On Tuesday, Corel released a major update to its Painter series. Painter X3 brings several tool upgrades that include advanced brush behaviors, native search for quick tool access, and multilayer transformations.
The majority of Painter's tools are geared toward the traditional illustrator; Corel's recent updates showcase an impressive array of brush tools that better emulate the physics of their real-life counterparts. For example, watercolors will spread and leave dry marks as a liquid-based paint would behave on a textured medium.
Though Painter's work layout is often compared and contrasted with another certain popular illustration program, Corel has gone to great lengths to make their tools much more accessible. Though it helps to learn the basic tool setup, features like the new Brush Search helps you find tools quickly without having to skim through the toolbars. Queries like "oil" or "gel" will bring up a list of related brushes, each with their own brush preview stroke.

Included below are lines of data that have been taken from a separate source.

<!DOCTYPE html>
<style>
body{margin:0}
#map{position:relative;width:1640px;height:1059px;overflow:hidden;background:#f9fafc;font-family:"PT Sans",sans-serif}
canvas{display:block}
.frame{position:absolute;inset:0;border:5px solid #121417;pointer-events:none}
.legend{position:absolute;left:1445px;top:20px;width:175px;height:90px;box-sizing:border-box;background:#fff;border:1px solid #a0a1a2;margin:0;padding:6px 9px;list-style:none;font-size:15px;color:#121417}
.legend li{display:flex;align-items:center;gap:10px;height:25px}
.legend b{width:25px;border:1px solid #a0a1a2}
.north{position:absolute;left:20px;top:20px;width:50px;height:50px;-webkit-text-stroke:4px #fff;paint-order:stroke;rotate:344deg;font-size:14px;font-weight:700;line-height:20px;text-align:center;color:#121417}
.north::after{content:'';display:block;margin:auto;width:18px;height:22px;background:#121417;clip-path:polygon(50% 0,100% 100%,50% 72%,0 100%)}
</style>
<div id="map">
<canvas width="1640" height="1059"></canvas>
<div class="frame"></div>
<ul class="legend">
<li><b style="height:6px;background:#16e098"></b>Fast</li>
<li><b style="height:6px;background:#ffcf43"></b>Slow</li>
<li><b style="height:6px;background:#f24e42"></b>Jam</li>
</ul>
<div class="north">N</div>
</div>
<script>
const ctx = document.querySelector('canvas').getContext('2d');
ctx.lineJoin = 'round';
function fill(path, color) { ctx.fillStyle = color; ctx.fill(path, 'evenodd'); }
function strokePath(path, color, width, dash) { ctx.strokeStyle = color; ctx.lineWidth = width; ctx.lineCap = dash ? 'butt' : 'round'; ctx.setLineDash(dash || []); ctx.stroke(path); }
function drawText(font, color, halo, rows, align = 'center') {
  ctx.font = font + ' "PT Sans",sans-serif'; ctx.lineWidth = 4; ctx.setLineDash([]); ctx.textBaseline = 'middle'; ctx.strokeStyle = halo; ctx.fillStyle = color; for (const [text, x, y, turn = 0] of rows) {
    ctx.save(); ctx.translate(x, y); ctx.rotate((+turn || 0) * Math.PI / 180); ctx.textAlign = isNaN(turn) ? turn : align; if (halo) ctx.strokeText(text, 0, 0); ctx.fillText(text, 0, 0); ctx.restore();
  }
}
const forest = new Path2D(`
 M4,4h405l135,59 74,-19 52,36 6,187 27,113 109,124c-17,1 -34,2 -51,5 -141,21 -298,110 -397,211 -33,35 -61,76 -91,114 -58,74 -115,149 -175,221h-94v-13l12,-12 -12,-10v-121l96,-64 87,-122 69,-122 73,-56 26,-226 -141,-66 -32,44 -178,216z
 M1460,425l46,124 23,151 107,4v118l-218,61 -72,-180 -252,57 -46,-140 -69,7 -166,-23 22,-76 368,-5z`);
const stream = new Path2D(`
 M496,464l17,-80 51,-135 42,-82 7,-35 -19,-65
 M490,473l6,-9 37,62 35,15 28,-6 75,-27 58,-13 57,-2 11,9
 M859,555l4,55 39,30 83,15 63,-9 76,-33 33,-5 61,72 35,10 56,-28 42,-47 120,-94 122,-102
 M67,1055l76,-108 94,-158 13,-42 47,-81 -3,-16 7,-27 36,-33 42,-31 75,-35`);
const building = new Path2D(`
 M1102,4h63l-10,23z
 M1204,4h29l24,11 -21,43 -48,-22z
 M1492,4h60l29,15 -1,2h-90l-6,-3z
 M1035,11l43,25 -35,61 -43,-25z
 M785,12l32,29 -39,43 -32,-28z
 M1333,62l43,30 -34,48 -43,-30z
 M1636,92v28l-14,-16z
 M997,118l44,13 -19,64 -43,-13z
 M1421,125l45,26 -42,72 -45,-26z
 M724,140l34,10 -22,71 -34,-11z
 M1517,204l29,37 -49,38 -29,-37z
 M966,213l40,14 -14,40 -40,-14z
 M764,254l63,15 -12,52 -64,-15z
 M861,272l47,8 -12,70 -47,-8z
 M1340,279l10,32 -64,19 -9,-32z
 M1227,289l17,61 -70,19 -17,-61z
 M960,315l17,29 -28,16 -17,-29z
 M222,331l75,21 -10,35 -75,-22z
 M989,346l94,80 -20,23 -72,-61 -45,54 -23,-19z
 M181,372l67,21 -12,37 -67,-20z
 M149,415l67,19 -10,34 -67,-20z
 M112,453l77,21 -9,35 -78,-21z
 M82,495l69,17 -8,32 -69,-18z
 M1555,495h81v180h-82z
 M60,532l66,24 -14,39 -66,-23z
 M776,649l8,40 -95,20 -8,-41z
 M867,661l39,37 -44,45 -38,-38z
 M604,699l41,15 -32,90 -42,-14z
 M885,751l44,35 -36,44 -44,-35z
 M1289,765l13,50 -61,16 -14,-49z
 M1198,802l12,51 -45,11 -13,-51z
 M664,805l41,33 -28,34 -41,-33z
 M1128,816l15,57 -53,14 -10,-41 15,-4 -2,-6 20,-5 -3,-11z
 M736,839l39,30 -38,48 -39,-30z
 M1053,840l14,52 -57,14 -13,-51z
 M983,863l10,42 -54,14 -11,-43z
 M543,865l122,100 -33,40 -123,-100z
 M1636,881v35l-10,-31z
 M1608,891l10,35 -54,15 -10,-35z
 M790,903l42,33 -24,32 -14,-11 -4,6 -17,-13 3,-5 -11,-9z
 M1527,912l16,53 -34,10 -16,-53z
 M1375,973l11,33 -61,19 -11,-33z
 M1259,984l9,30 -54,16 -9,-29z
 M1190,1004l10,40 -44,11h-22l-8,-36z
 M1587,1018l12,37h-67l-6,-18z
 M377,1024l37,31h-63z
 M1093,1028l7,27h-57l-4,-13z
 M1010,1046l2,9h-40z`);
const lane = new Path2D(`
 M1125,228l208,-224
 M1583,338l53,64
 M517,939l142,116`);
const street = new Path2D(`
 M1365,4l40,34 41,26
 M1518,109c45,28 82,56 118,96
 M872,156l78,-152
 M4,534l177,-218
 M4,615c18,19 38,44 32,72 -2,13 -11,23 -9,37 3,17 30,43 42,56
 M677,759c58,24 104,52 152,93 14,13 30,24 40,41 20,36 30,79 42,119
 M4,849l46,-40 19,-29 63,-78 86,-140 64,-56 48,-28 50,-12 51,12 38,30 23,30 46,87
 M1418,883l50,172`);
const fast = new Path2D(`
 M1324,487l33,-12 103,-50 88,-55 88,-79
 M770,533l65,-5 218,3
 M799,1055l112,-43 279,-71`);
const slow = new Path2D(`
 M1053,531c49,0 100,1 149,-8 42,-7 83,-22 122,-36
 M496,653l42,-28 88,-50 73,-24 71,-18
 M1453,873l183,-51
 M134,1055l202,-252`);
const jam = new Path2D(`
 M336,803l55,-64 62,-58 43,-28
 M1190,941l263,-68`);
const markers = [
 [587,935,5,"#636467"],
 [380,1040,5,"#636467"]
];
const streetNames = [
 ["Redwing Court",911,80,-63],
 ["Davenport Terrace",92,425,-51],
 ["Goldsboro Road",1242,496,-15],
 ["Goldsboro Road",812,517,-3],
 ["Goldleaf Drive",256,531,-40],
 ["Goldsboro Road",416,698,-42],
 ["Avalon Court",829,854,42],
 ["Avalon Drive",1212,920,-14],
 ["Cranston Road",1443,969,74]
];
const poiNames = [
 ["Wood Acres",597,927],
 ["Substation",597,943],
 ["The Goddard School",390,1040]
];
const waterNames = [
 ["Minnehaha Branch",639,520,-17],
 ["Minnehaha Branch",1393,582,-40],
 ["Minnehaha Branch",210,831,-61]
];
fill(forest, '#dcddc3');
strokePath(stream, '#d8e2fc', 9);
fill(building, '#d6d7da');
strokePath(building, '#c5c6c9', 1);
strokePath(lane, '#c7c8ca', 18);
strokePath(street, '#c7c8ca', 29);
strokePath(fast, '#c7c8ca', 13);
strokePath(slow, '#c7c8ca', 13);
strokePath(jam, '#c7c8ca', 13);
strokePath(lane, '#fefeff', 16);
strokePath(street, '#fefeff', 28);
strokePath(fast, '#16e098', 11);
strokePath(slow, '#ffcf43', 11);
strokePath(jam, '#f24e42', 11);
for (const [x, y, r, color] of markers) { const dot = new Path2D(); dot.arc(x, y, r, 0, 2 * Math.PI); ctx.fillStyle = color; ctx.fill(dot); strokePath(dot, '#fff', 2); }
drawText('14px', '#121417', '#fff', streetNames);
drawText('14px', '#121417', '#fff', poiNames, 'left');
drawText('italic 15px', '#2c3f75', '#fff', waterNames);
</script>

Reference Image is another helpful addition, which lets you keep a static panel of an original image. It's surprisingly useful, especially when you're recreating or using external source images as inspiration.
Corel also includes another inspiration freebie called Mixer, which lets you take existing images and extract color palettes. There are four major palette modes that simulate traditional solid color grids or a more raw, mixed-acrylic approach for traditional painters. It's definitely a refreshing approach to color management; any reference images can instantly become a color palette, which comes in handy when you're trying to convey particular emotions from things like photos or graphics.
The type of user or artist who'd enjoy Painter really depends on the type of work they're trying to create; Adobe users will still have to tweak their workflow and approach ever so slightly should they plan to adopt Corel products for one reason or another. However, it's definitely not as daunting as one might think, especially if you used Adobe products, traditionally, for illustration purposes.
When it comes to Web design, Adobe still holds its ground but the Painter environment excels when it comes to creating custom textures and brushes; it's the perfect playground for artists who want control over tool creation.